И легкий привкус горечи спешит разбавить счастливую минуту: он губит ее, любя.
Отравленным вином течет по венам запретная любовь – он это понимает, он это сознает. Становится страшно. Не за себя – за нее, доверчивую, глупую пташку. Он губит ее. Вот в эту самую минуту, когда зов голодного тела кричит громче разума; когда губы тянутся к заветной твердой горошине на ее груди, а рука, опустившись, сжимает упругую ягодицу; когда в глазах темнеет, и кроме ее запаха и тихого стона, кроме тяги внизу живота и желания ее юного тела ничего не остается на свете… Он это понимает. Он это пока еще осознает. И он хочет остановить это безумие, остановить их обоих, но Тереза, словно чувствуя его готовность отступить, лишь крепче цепляется за его плечи, не давая отстраниться. Ее ладонь соскальзывает к затылку, зарываясь в густых темных волосах, а губы крадут поцелуй с его губ – тот самый, которому два года назад он сам ее научил… Всего один долгий, пронзительный поцелуй и губы робко спускаются к его шее – она пробует на вкус чуть солоноватую загорелую кожу; она еще пока не знает, как ласкать мужчину, и действует по наитию, но от этих прикосновений, неумелых, осторожных и таких искренних, он дрожит, будто мальчишка, в первый раз познающий тепло женских губ. Он дрожит, и тело изнывает, гоня разум в отставку – нельзя остановиться.

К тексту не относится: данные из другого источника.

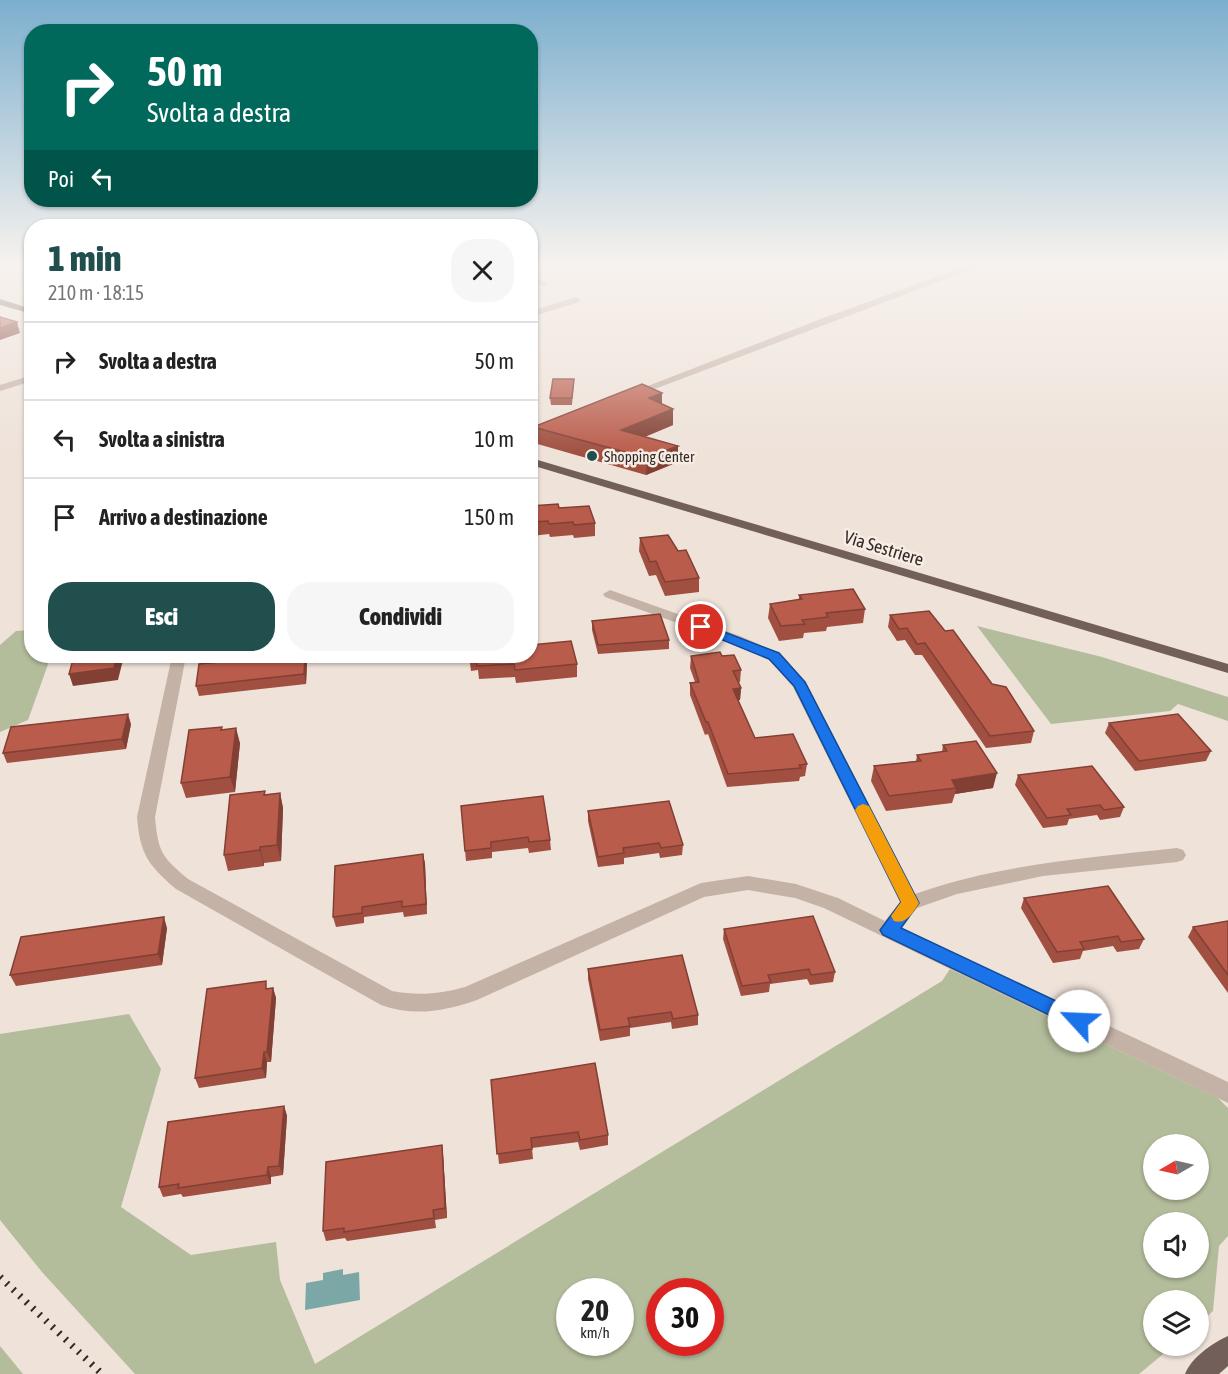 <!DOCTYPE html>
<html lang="it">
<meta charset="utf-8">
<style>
:root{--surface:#fff;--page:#f6f6f6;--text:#222;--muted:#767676;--line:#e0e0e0;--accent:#204f4e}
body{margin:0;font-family:"Asap Condensed",sans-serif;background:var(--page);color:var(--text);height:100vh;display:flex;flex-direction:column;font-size:22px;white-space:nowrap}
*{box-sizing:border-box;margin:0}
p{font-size:20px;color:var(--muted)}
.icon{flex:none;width:33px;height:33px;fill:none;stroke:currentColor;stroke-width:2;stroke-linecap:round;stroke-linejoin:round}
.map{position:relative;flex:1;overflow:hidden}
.details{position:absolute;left:24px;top:219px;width:514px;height:444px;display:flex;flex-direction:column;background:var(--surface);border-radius:24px;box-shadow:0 2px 4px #0004}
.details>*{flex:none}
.guide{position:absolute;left:24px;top:24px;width:514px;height:183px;border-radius:24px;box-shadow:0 2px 4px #0004;background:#00695c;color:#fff;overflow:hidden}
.needle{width:39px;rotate:261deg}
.fabs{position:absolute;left:1143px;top:1134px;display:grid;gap:12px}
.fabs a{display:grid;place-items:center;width:66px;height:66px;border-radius:50%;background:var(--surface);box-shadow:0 2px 4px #0004;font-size:30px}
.speed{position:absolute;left:556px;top:1278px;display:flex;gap:12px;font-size:30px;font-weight:700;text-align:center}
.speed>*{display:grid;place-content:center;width:78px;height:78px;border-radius:50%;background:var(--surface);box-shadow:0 2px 4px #0004;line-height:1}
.speed small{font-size:15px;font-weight:400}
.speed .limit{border:9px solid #d22;background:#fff;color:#111}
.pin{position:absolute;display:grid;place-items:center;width:51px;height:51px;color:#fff;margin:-26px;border:3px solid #fff;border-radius:50%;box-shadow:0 2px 6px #0007}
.me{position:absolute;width:66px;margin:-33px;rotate:295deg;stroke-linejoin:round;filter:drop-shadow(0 0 4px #0008)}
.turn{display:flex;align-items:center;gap:21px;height:126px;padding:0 24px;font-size:27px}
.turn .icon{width:78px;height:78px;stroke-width:2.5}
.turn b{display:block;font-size:42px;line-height:51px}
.then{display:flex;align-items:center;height:57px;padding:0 24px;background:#0003;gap:12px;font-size:22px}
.round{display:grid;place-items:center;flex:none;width:63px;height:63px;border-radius:24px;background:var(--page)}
.head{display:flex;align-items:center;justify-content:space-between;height:102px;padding:0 24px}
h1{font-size:36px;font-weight:800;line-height:45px;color:var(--accent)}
.cta{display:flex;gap:12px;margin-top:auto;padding:12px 24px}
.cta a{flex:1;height:69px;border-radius:24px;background:var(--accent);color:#fff;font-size:24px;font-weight:800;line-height:69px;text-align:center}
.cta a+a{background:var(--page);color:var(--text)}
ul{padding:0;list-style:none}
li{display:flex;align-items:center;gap:18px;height:78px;padding:0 24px;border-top:2px solid var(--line)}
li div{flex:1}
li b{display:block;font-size:22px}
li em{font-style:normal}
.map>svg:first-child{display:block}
</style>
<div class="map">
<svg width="1228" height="1374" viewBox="0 0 1228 1374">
<rect width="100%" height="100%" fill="#eee2d9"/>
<g fill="#b3bc9b" fill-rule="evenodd">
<path d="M 977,626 L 1102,657 L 1228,697 L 1228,721 L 1178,704 L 1170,711 L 1051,724 Z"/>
<path d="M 31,630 L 32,656 L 51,656 L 28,720 L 0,732 L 0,645 L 16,631 Z"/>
<path d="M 950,969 L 1218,1098 L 1228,1108 L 1228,1236 L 1219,1246 L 1213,1311 L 1199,1324 L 1198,1300 L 1154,1300 L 1154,1346 L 1173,1346 L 1139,1374 L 135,1374 L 42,1272 L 0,1220 L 0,1034 L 129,1014 L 161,1069 L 121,1207 L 191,1255 L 276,1242 L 280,1280 L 315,1364 L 942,981 ZM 1154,1144 L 1198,1144 L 1198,1190 L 1154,1190 ZM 1154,1222 L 1198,1222 L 1198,1268 L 1154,1268 ZM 570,1292 L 621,1292 L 621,1342 L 570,1342 ZM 660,1292 L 711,1292 L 711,1342 L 660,1342 Z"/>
<path d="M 0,1346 L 23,1374 L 0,1374 Z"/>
</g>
<path fill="#7ba8a6" d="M 343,1269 L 343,1275 L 359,1272 L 360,1300 L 305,1310 L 306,1283 L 323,1280 L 323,1273 Z"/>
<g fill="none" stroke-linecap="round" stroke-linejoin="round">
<g fill="#c5b2a6" fill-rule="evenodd">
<path d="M 0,262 L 5,262 L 0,265 Z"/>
<path d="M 978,262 L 991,262 L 636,396 L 627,394 L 826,317 Z"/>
<path d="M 531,277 L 547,282 L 548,284 L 544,286 L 531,282 Z"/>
<path d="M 576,297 L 580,300 L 579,302 L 531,317 L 531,311 Z"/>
<path d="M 32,375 L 32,381 L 0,391 L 0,385 Z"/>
<path d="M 610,590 L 740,636 L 779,653 L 807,685 L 915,894 C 999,864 1088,858 1177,848 L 1183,850 L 1186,855 L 1183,860 L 1177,862 L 1043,876 L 957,894 L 917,908 L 901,928 L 1228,1082 L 1228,1103 L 824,908 L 795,898 L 748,890 L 704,897 L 477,1000 C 445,1011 414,1017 381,1005 L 176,889 C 148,865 140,854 137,817 L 172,656 L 186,656 L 155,817 C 158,852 162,857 188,879 L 392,991 C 418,996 440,994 465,987 L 701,883 L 748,876 L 796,884 L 838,898 L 885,921 L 900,902 L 793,687 L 769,659 L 730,642 L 605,597 L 603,594 Z"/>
</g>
<g fill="#735f59" fill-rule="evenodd">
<path d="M 0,299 L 32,309 L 32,314 L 0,305 Z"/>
<path d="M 531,458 L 1228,664 L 1228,673 L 531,465 Z"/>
<path d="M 1228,1336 L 1228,1366 L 1219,1374 L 1185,1374 C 1191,1358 1212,1343 1228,1336 Z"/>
</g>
<path stroke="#322926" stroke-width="7" stroke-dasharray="2 7" stroke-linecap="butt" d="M 0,1277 L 102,1374"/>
</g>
<g fill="#a04f40">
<path d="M 574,379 L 572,405 L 551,405 L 550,398 Z"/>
<path d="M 662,393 L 662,404 L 673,425 L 645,437 L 678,462 L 646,475 L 534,443 L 533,427 Z"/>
<path d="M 531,506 L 559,508 L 595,523 L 595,536 L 574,538 L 573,535 L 550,537 L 549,534 L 531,536 Z"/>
<path d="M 640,538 L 678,551 L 699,578 L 699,592 L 665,596 L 656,575 L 649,576 L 639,551 Z"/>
<path d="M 799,595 L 865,609 L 863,623 L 827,627 L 826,631 L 804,633 L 803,638 L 779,641 L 768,618 L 770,604 L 799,600 Z"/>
<path d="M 890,615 L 945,631 L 1034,731 L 1031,743 L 986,748 L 922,655 L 915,655 L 905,640 L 897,641 L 888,627 Z"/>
<path d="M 592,621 L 669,640 L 669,649 L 598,654 L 592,630 Z"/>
<path d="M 469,656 L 577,664 L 577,677 L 516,683 L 515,677 L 479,679 L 478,670 L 471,671 Z"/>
<path d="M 691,656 L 722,656 L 741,670 L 740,682 L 738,682 L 741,688 L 740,700 L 738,700 L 755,738 L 807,764 L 805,776 L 800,777 L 799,781 L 727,787 L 708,734 L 705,735 L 690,695 L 690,683 L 695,682 L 690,668 Z"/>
<path d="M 307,663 L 306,684 L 199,696 L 196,686 Z"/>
<path d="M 1109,723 L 1211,751 L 1206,761 L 1135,771 L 1105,733 Z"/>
<path d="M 131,724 L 126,749 L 7,763 L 3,753 Z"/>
<path d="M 222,727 L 222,730 L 240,743 L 235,792 L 186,798 L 181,783 Z"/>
<path d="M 943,745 L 993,788 L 955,794 L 952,803 L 886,811 L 871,781 L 874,766 L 916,761 L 917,755 L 942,752 Z"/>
<path d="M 1018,775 L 1124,807 L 1120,817 L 1100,820 L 1097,815 L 1069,819 L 1067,825 L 1043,828 L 1015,785 Z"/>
<path d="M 280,793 L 283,808 L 281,861 L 264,863 L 264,866 L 228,871 L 224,855 L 266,795 Z"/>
<path d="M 461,806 L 550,840 L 551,850 L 529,853 L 528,848 L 492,852 L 492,858 L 466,861 Z"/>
<path d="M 588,811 L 683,845 L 682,855 L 660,858 L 659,853 L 624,858 L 624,864 L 598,867 L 588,821 Z"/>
<path d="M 423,854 L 425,864 L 427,914 L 404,917 L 403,912 L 364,917 L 364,923 L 336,927 L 333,917 Z"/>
<path d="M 1024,898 L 1144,939 L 1139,949 L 1117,952 L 1113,946 L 1083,951 L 1080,959 L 1053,963 L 1021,908 Z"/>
<path d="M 1228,921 L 1228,993 L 1188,937 L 1193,927 Z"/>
<path d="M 167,928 L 162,965 L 16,986 L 10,975 Z"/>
<path d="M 724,929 L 835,972 L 833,982 L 810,985 L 807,979 L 770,984 L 769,992 L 741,996 L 723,939 Z"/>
<path d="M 588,969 L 698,1015 L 698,1025 L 672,1029 L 671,1022 L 630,1028 L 630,1036 L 600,1041 L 588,979 Z"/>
<path d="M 273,988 L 276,998 L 271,1062 L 267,1062 L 266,1078 L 199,1088 L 195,1078 L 269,989 Z"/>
<path d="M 491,1080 L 608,1135 L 608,1145 L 580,1150 L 578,1142 L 532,1148 L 533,1159 L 499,1164 Z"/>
<path d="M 284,1106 L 287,1116 L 283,1175 L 271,1177 L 271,1184 L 183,1197 L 181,1194 L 163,1197 L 159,1187 Z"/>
<path d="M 442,1145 L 443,1154 L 447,1218 L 435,1220 L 436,1228 L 347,1241 L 345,1238 L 326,1241 L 323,1231 Z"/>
</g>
<g fill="#824034">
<path d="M 17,322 L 20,333 L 0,340 L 0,328 Z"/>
<path d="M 662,393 L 662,408 L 649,398 Z"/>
<path d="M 673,409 L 673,425 L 621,446 L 621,430 Z"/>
<path d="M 678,446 L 678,462 L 646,475 L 647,458 Z"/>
<path d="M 117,656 L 124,656 L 118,680 L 73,686 L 69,674 Z"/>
<path d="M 305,656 L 307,663 L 306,684 L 304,674 Z"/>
<path d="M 741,688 L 740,700 L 732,701 L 733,689 Z"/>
<path d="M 128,714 L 131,724 L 126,749 L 122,739 Z"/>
<path d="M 236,728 L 240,743 L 235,792 L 230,777 Z"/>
<path d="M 997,773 L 993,788 L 955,794 L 956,788 L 952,780 Z"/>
<path d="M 280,793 L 283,808 L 281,861 L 277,845 Z"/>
<path d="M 260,847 L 264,863 L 264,866 L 260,850 Z"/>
<path d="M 423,854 L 425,864 L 427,914 L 426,904 Z"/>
<path d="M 164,917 L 167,928 L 162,965 L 158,954 Z"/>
<path d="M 273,988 L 276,998 L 271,1062 L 267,1052 Z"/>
<path d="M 264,1052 L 267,1062 L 266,1078 L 262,1068 Z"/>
<path d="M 284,1106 L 287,1116 L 283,1175 L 279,1166 Z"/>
<path d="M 442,1145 L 443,1154 L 447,1218 L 445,1208 Z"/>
<path d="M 268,1167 L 271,1177 L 271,1184 L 267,1175 Z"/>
</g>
<g fill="#ba5c4b" stroke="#824034" stroke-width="1.5">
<path d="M 0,317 L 17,322 L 0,328 Z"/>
<path d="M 553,379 L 574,379 L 572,398 L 550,398 Z"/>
<path d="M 642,384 L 662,393 L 649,398 L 673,409 L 621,430 L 678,446 L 647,458 L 533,427 Z"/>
<path d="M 558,504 L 559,508 L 589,506 L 595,523 L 574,525 L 573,522 L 549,524 L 548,521 L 531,522 L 531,506 Z"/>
<path d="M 668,535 L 678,551 L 686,550 L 699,578 L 665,582 L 656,561 L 650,562 L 640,538 Z"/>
<path d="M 853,589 L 865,609 L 826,613 L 828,617 L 802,620 L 805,624 L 781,626 L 770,604 L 802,599 L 799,595 Z"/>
<path d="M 929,611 L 945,631 L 953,630 L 992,684 L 1006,687 L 1034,731 L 990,736 L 925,643 L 917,644 L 907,628 L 899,629 L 890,615 Z"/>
<path d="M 660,614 L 669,640 L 598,645 L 592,621 Z"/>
<path d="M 571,641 L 577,664 L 515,670 L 514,664 L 477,666 L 476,657 L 470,658 L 470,656 L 531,656 L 531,645 Z"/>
<path d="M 720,652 L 722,656 L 734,655 L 741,670 L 733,671 L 741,688 L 733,689 L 755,738 L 793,734 L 807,764 L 799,765 L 801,768 L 728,774 L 708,722 L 706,722 L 690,683 L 699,682 L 691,656 Z"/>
<path d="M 74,656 L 117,656 L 114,668 L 69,674 Z"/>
<path d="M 282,656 L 305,656 L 304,674 L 196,686 L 199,664 Z"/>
<path d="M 128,714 L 122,739 L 3,753 L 11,727 Z"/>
<path d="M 1178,714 L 1211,751 L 1139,761 L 1109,723 Z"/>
<path d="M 222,727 L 221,730 L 236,728 L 230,777 L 181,783 L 189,730 Z"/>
<path d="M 976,741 L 997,773 L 952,780 L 956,788 L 889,796 L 874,766 L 921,761 L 917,755 L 947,751 L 943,745 Z"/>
<path d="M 1092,766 L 1124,807 L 1104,810 L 1100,805 L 1067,809 L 1071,815 L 1047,818 L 1018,775 Z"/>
<path d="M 265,791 L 264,795 L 280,793 L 277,845 L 260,847 L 260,850 L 224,855 L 230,795 Z"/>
<path d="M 543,796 L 550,840 L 529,842 L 528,837 L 491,842 L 491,848 L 465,851 L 461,806 Z"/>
<path d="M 669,801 L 683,845 L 661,848 L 659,843 L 623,848 L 624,853 L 598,857 L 588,811 Z"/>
<path d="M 423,854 L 426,904 L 402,907 L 402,901 L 362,907 L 362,913 L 333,917 L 335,866 Z"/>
<path d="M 1108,886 L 1144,939 L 1121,942 L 1118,936 L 1080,942 L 1084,949 L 1057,952 L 1024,898 Z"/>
<path d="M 813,916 L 835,972 L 811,975 L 809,969 L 768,975 L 771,982 L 742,986 L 724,929 Z"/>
<path d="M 164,917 L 158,954 L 10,975 L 21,937 Z"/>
<path d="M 1228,921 L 1228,975 L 1193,927 Z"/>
<path d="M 682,955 L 698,1015 L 673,1019 L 671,1012 L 628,1018 L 630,1026 L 600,1030 L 588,969 Z"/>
<path d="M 266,981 L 266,989 L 273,988 L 267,1052 L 264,1052 L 262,1068 L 195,1078 L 207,989 Z"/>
<path d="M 595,1063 L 608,1135 L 580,1140 L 578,1132 L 531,1138 L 532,1149 L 497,1154 L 491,1080 Z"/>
<path d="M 284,1106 L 279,1166 L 268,1167 L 267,1175 L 178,1188 L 179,1184 L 159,1187 L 168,1122 Z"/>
<path d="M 442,1145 L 445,1208 L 433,1210 L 434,1218 L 344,1232 L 344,1228 L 323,1231 L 326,1162 Z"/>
</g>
<linearGradient id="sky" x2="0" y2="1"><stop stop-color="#7cafce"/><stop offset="0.58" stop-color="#f7f2ee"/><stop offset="1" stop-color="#f7f2ee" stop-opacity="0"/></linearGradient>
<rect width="1228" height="455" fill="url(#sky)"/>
<path fill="#1a73e8" stroke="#114b97" stroke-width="1.5" d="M 701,623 L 779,653 L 805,682 L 919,903 L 901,928 L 1086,1015 L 1088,1021 L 1086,1026 L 1079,1029 L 1072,1026 L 883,935 L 880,930 L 901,902 L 794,686 L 769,659 L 696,629 L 694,627 L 696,624 Z"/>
<path fill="#f59e0b" d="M 863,804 L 869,806 L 871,810 L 919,903 C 913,913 906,925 894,921 L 891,916 L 901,902 L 855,810 L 858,806 Z"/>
<circle fill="#204f4e" stroke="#f7ede5" stroke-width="2" cx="592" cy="456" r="6"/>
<g text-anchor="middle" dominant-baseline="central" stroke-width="5" stroke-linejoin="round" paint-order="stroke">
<g font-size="15" fill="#322926" stroke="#f7ede5" text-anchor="start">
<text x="604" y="456">Shopping Center</text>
</g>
<g font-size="18" fill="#322926" stroke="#f7ede5">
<text transform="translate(884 548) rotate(17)">Via Sestriere</text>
</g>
</g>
</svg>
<div class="fabs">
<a><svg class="needle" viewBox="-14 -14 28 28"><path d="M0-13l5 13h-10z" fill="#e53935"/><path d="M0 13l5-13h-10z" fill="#767676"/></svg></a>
<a><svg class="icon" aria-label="sound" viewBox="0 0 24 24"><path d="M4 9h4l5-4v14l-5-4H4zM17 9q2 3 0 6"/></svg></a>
<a><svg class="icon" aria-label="layers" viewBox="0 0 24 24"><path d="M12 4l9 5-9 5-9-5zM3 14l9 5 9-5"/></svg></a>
</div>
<div class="speed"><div>20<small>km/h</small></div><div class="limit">30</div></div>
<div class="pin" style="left:701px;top:627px;background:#d93025"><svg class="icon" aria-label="arrive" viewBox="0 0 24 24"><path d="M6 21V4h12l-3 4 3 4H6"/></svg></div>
<svg class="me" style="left:1079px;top:1021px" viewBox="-20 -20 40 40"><circle r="19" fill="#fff"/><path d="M0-13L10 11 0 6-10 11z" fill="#1a73e8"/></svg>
<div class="guide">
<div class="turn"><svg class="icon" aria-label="right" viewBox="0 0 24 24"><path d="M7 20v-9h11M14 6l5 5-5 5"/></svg><div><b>50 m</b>Svolta a destra</div></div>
<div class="then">Poi<svg class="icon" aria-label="left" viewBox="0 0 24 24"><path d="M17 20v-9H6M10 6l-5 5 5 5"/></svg></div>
</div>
<section class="details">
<div class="head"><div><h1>1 min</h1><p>210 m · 18:15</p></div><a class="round"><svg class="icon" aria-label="close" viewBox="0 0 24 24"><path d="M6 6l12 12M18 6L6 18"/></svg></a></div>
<ul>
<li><svg class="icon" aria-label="right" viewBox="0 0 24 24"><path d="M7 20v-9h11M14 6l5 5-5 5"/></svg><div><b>Svolta a destra</b></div><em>50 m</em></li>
<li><svg class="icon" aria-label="left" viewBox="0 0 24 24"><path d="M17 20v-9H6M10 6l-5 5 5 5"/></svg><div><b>Svolta a sinistra</b></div><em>10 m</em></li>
<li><svg class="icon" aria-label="arrive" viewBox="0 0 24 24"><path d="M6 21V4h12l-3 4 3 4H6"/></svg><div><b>Arrivo a destinazione</b></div><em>150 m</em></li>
</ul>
<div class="cta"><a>Esci</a><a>Condividi</a></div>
</section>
</div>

Поздно. Слишком поздно. Осталось только лететь в бездну…
Глава 29
Во Дворце законная супруга места себе не находила. Уже давно ей не до праздника, не до танцев, не до охмелевших гостей, – Эмелин искала мужа. Никто из стражников не видел, чтобы Ренард покидал Дворец, но, несмотря на это, она не поленилась даже до конюшни добежать – Алмаз оказался на месте, а Милош только руками развел.
- Простите, Вы не видели Его Величество? – обращалась она к каждому, попадавшемуся на глаза, но разноцветные маски только улыбались ей в ответ, мотая головой. – Простите?..
Казалось, она уже всех об этом спросила, начиная от гостей и заканчивая слугами, но никто короля не видел.
Наконец, в одном из пустых коридоров ее настиг вкрадчивый голос:
- Ваше Величество, я слышал, Вы ищете супруга?